Facebook is continually changing its privacy settings, trying to give users more control over what they want to share and with whom. Two gay college students were outed on Facebook because of a privacy flaw in Facebook Groups. Users can be added to Facebook Groups by friends without the user's permission or approval.
University of Texas students Taylor McCormick and Bobbi Duncan came out to the world via Facebook, but not in ways they ever intended.
The Wall Street Journal examined how Facebook changed the lives of two gay college students, when a classmate added them to a public group for other gay choir singers at the school an action that was shared on the students' news feeds.
In another case Bobbi Duncan desperately wanted her father not to know she is lesbian, but Facebook told him anyway. Soon, she learned that another choir member, Taylor McCormick, had been outed the very same way, upsetting his world as well.
The two University of Texas in Austin students had been careful to keep their parents from finding about about their lifestyles. However, when they were added to a Facebook discussion group for Queer Chorus, a choir group on campus, a notification popped up and informed all of their friends.

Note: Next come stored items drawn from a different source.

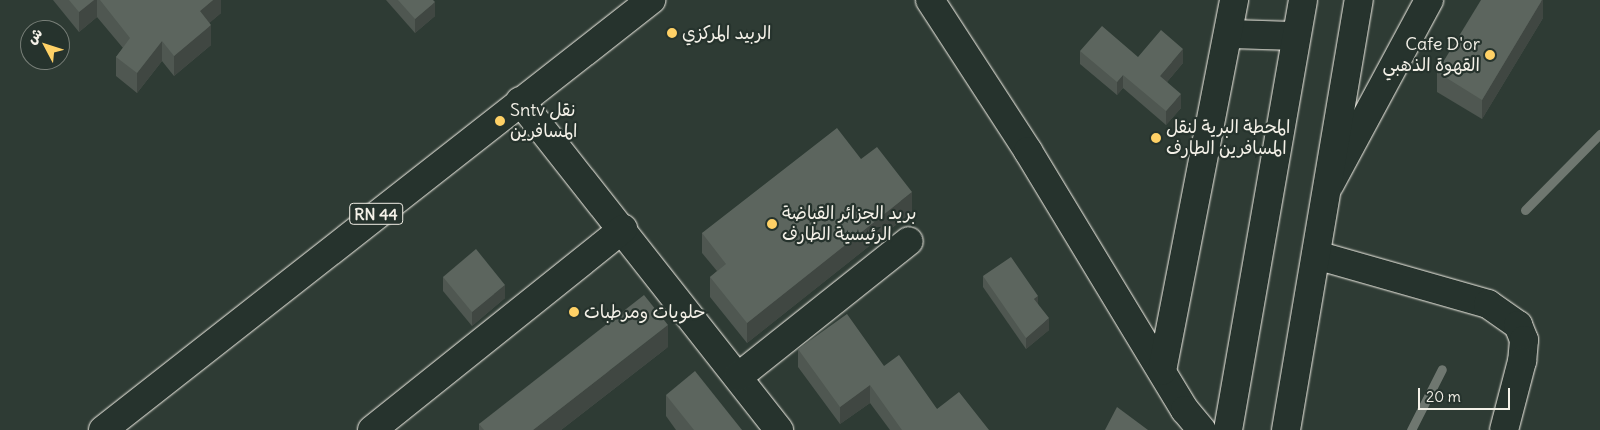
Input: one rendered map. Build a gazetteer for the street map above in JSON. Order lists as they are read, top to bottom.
{
  "streets": {
    "main road": ["RN 44"]
  },
  "places": [
    "الربيد المركزي",
    "Cafe D'or القهوة الذهبي",
    "Sntv نقل المسافرين",
    "المحطة البرية لنقل المسافرين الطارف",
    "بريد الجزائر القباضة الرئيسية الطارف",
    "حلويات ومرطبات"
  ],
  "scale_bar": "20 m",
  "north": "top left"
}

"In the era of social networks like Facebook and Google Inc.'s Google+, companies that catalog people's activities for a profit routinely share, store and broadcast everyday details of people's lives. This creates a challenge for individuals navigating the personal-data economy how to keep anything private in an era when it is difficult to predict where your information will end up." The Wall Street Journal mention.
The two students had taken great pains to hide their Facebook profiles, yet their lifestyles were still revealed by this simple privacy flaw. The classmate who added McCormick and Duncan noted that, mainly because his family has accepted his sexual orientation, he didn't give a second thought that other students might not be so fortunate. He wanted the group to be a source of pride for gay and lesbian students at the university.